Kai Erikson, professor of sociology and American studies, was the guest of honor at the Erikson Institute's dedication and first public display of two original manuscripts by his father, psychoanalyst Erik Erikson 1902-94. The manuscripts, "Identity: Youth and Crisis" and "Young Man Luther," were gifts to the institute from the elder Erikson in 1971; they will remain on permanent view. The occasion coincided with the 30-year anniversary of the founding of Erikson Institute, a private graduate school and research center for advanced study in child development, affiliated with Loyola University of Chicago. At the anniversary celebration, Professor Erikson delivered the Edith G. Neisser Memorial Lecture on "War and Ethnic Boundaries: the Destruction of Community in the Former Yugoslavia," based on his research into the way ethnic hostilities emerge. Professor Erikson has been studying the effects of disasters on human communities for the past 20 years. His father also taught at Yale from 1936 to 1939.

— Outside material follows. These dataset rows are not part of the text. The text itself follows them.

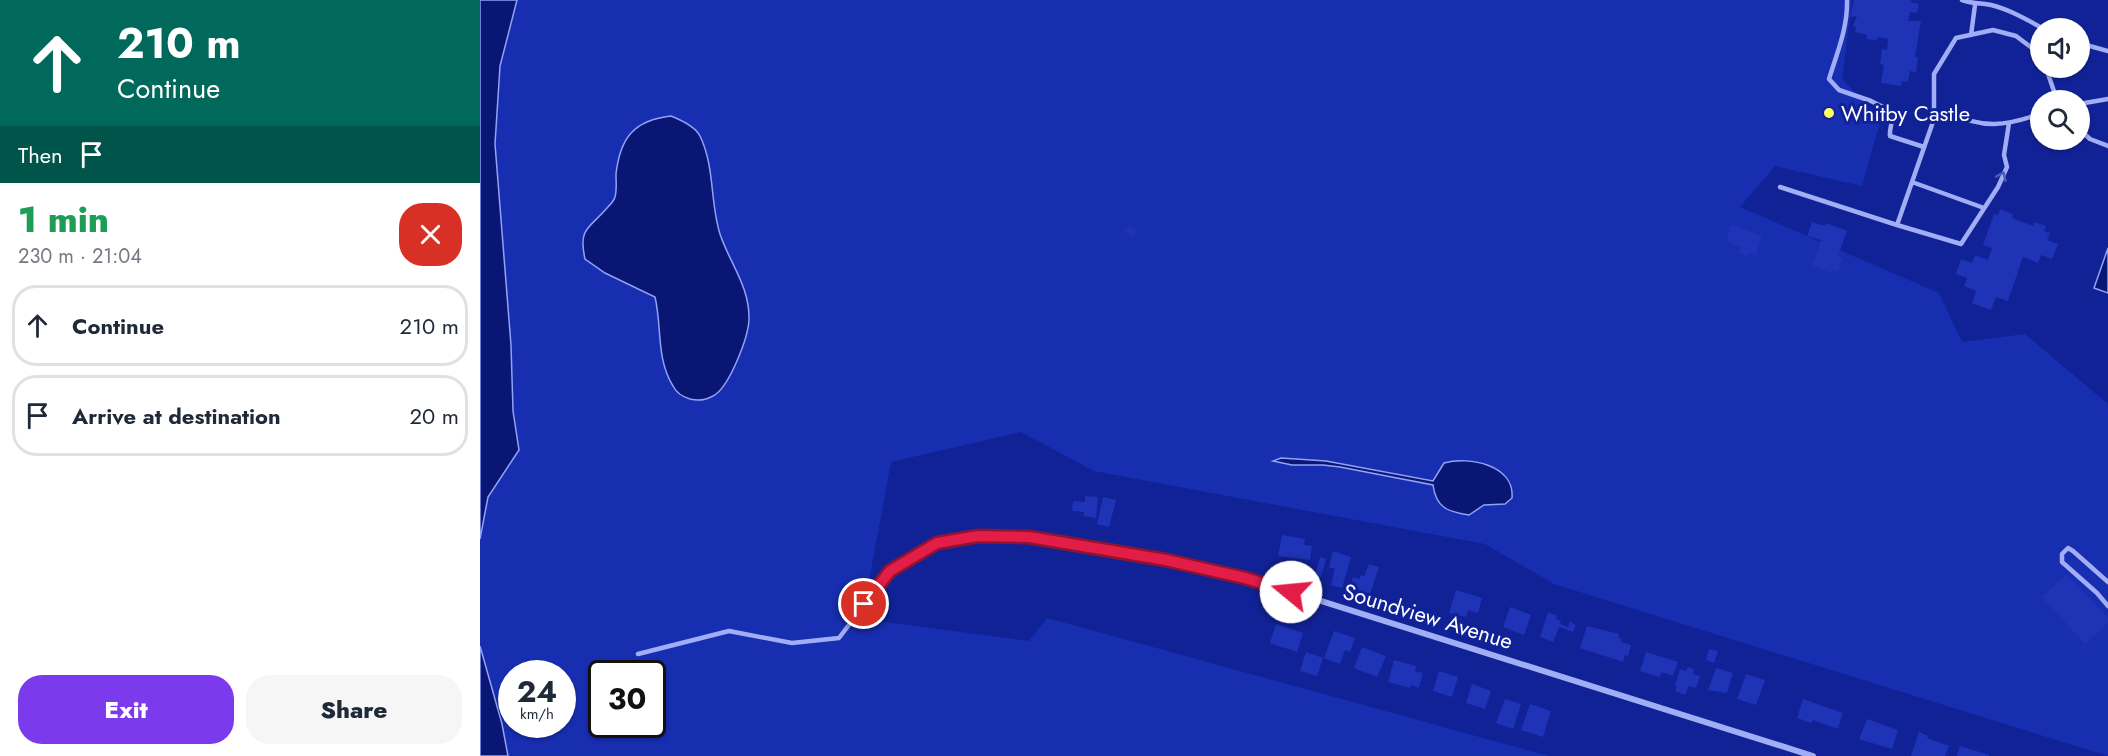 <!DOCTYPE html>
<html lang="en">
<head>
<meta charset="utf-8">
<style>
  :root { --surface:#fff; --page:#f6f6f7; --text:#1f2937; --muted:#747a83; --line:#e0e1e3; --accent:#7c3aed }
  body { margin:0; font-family:Jost,sans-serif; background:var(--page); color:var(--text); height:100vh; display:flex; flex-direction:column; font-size:22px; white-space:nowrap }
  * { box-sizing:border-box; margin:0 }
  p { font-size:20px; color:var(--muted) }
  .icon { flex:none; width:33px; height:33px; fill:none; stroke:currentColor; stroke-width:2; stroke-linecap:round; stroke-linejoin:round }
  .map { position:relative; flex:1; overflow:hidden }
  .details { display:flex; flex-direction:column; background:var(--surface); width:480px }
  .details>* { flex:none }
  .guide { background:#00695c; color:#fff; overflow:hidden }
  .tools { position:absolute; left:1550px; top:18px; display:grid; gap:12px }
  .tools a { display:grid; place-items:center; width:60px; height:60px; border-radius:50%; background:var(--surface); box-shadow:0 2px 4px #0004; font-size:30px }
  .speed { position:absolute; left:18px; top:660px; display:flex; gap:12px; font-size:30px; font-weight:700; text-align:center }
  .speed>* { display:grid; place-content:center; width:78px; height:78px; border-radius:50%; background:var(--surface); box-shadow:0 2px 4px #0004; line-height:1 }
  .speed small { font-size:15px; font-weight:400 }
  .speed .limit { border:3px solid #111; border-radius:9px; background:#fff; color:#111 }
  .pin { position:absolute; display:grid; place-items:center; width:51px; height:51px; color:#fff; margin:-26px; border:3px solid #fff; border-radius:50%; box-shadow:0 2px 6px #0007 }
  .me { position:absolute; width:66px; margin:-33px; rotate:287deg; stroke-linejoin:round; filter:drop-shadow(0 0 4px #0008) }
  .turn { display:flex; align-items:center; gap:21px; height:126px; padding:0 18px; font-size:27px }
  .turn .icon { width:78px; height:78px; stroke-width:2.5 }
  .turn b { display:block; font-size:42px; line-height:51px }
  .then { display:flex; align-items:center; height:57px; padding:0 18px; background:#0003; gap:12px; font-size:22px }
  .round { display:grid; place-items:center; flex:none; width:63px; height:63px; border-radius:24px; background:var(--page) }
  .summary { display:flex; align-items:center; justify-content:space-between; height:102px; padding:0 18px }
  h1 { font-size:36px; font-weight:800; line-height:45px; color:#1e9e55 }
  .primary-button { display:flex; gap:12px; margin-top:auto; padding:12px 18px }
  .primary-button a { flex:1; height:69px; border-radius:24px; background:var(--accent); color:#fff; font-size:24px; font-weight:800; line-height:69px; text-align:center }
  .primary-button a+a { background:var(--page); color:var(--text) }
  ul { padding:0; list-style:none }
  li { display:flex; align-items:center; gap:18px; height:81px; margin:0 12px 9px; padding:0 6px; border:3px solid var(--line); border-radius:24px }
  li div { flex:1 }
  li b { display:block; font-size:22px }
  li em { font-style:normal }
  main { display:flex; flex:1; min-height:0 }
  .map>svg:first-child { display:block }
  .green { fill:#182eb1; fill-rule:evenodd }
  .water { fill:#0a1673; stroke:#92a2f7; stroke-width:1.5 }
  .building { fill:#1e33b6 }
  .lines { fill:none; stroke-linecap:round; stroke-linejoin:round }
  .lane { stroke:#a1adf4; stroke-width:4.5 }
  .street { stroke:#a1adf4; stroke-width:6 }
  .oneway { stroke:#4b5abc }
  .route-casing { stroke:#92132f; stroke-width:15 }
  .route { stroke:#e11d48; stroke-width:10 }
  .poi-dot { fill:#fcff64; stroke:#112297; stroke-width:2 }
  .labels { text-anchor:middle; stroke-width:6; stroke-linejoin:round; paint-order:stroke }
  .poi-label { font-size:22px; fill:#fff; stroke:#112297; text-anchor:start }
  .street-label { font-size:22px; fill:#fff; stroke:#112297 }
</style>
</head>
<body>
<main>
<section class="details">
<div class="guide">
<div class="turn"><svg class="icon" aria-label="ahead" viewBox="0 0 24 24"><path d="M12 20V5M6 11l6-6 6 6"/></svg><div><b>210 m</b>Continue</div></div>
<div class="then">Then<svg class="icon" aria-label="arrive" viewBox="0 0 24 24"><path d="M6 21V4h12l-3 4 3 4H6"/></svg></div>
</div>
<div class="summary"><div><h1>1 min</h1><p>230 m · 21:04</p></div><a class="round" style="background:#d93025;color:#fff"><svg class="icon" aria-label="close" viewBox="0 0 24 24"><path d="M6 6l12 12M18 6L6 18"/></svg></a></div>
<ul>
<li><svg class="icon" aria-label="ahead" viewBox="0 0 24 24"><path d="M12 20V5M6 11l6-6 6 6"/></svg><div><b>Continue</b></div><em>210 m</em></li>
<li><svg class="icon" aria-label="arrive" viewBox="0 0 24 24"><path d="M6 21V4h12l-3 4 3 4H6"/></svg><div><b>Arrive at destination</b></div><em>20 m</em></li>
</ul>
<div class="primary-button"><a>Exit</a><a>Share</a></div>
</section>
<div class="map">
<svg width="1628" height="756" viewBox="0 0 1628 756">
  <rect width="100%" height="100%" fill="#112297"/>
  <path class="green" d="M37,0H1372L1362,79L1401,119L1382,186L1295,166L1260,207L1459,293L1482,342L1545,334L1628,404V756L1074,584L1005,544L614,471L541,432L411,462L382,619L549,641L567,618L1069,756H28L22,724L0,646V539L8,497L38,450L33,411L31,345L15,144L20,66ZM32,674H82V724H32ZM122,674H172V724H122Z"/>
  <path class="water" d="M0,0H37L20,66L15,144L31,345L33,411L39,450L8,497L0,539Z
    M191,116C201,120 215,126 220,136C235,167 230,203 240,234C250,264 270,287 269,320C268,338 249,388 233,396C226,400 218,401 210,399C203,397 196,392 193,386C176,359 182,326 175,297L125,273L105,259C98,228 109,229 127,208C130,205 134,201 135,197C137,190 136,181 136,174C140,138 154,120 191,116Z
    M1628,248V293L1614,288Z
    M801,458L846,461L953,481L964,463C989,456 1035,465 1032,498L1025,504L1004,505L989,515C968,512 956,508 953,485L860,467L843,465H812L793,461Z
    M0,646L22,724L28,756H0Z"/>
  <path class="building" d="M1374,0H1431L1430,2L1439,4L1437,13L1430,12L1428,21H1441L1435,57H1438L1436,72L1430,71L1428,82L1422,81L1421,86L1401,83L1404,65L1400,64L1402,49L1407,50L1408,39L1398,37L1397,40L1386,39L1387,35L1375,32L1376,27L1373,26L1377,16L1370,17Z
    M1520,209L1533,214L1532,218L1553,226L1554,222L1566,226L1564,231L1570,233L1567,240L1578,244L1572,259L1561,255L1558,263L1543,257L1528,301L1516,297L1511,310L1492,303L1496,291L1484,286L1487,278L1476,274L1481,259L1492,263L1495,255L1508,260L1512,248L1503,245L1514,214L1518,215Z
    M1332,222L1345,226L1346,223L1367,231L1358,256L1363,258L1358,272L1353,270L1352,273L1332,266L1341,240L1327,236Z
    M650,225L658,230L653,237L645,232Z
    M1251,225L1282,236L1276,255L1269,253L1268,256L1259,253L1261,247L1246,241Z
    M605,496L618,497L616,518L603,516L604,512L592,511L593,501L605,502Z
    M623,497L636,500L629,527L617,524Z
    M802,535L825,539L824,545L832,546L830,560L798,556Z
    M853,551L871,557L862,588L851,585L855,569L849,567Z
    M840,557L846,559L841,577L835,575Z
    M889,564L899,567L889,597L869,589L873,577L879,579L881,575L884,576Z
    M1587,574L1628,618V623L1605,644L1562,597Z
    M976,590L1002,598L998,613L988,610L986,617L969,613Z
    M1030,607L1051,615L1044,635L1023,627Z
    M1068,612L1077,616L1076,619L1081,621L1080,624L1088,627L1090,622L1096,625L1093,632L1079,627L1073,642L1060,637Z
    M796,624L823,633L817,652L790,643Z
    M1107,626L1139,634L1138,638L1142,639L1141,642L1151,645L1148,656L1145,655L1143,662L1100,648Z
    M854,631L875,638L870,652L865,650L860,664L844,658Z
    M882,647L906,656L897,677L874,668Z
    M1229,649L1238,651L1234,663L1226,660Z
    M826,652L843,658L837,676L820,671Z
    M1166,652L1198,662L1193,676L1181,672L1180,677L1160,671Z
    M914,660L936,666L935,671L943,673L939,688L931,685L930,688L908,682Z
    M1208,667L1214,669L1213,674L1220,676L1216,688L1209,686L1205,695L1195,691L1197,685H1195L1200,669L1206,671Z
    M1236,668L1253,673L1247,693L1228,690Z
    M959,671L978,677L972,697L953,691Z
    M1266,674L1285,680L1276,705L1257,699Z
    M992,684L1011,691L1005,709L986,703Z
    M1025,699L1041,704L1033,729L1016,723Z
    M1323,699L1363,713L1358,729L1333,720L1331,723L1317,718Z
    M1050,704L1071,711L1063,737L1041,730Z
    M1387,719L1418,730L1412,749L1379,739Z
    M1439,732L1448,736L1447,738L1469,746L1465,756H1431Z
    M1480,746L1509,755V756H1477Z"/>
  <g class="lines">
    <path class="lane" d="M1367,0C1368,27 1357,53 1349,79L1359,90L1391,101L1411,111C1414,123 1409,127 1410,136L1444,147
      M1482,0C1491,3 1496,3 1505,4C1523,6 1546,19 1562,28
      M1491,35L1495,5
      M1599,43L1628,51
      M1566,68L1577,100
      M1599,104L1628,99
      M1454,119L1470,113C1503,129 1525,126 1560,114
      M1599,129L1610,139L1628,146
      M1432,182L1504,208
      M1300,187L1417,225L1454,119V74L1476,38L1513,30L1536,36L1560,54
      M1417,225L1481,244L1518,187L1527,167L1524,155L1529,123
      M1628,582L1593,551L1588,548L1582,554V562L1617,593L1628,606
      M158,654L249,631L312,643L359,638L410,571"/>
    <path class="street" d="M410,571L457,543L498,536L549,537L686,560L765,577L1333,756"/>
  </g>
  <defs><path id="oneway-chevron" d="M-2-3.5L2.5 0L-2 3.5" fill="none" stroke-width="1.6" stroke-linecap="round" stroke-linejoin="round" transform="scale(1.5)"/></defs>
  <use class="oneway" href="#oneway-chevron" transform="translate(1522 176) rotate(-66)"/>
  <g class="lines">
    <defs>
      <path id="route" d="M384,604L410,571L425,562L457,543L498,536L549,537L686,560L765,578L811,592"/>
    </defs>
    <use href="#route" class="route-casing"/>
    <use href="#route" class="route"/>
  </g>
  <circle class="poi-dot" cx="1349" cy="113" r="6"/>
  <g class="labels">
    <g class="poi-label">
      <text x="1361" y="121">Whitby Castle</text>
    </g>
    <g class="street-label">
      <text transform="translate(948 616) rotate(17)" y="8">Soundview Avenue</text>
    </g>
  </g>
</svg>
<div class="tools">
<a><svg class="icon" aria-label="sound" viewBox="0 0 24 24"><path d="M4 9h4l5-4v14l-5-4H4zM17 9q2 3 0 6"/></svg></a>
<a><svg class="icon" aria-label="search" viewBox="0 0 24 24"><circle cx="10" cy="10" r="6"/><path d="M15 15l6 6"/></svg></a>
</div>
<div class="speed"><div>24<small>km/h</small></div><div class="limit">30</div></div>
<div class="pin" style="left:384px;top:604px;background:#d93025"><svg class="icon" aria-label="arrive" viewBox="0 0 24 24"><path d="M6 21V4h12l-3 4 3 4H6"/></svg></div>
<svg class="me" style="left:811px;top:592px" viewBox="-20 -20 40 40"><circle r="19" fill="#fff"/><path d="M0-13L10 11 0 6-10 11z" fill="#e11d48"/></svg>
</div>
</main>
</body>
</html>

The School of Music Opera Program will present Giuseppe Verdi's "La Traviata" as its major production of the year Feb. 28- March 2 at the Shubert Theater in New Haven. Sung in Italian with supertitles, the performance will be fully staged and costumed and accompanied by the Philharmonia Orchestra of Yale. The Yale Opera Program's 16 students pursue an intensive two-year program within the School of Music, working closely with opera coaches and voice teachers. In addition to appearing in Yale productions, the singers perform with local companies. In fact, this month Yale Opera will provide the cast for the Waterbury Symphony's production of "Hansel and Gretel." The Yale singers will also present Gioacchino Rossini's "La Cenerentola" on April 25 and 26 in Sprague Memorial Hall. Ticket information for the Yale operas will follow at a later date.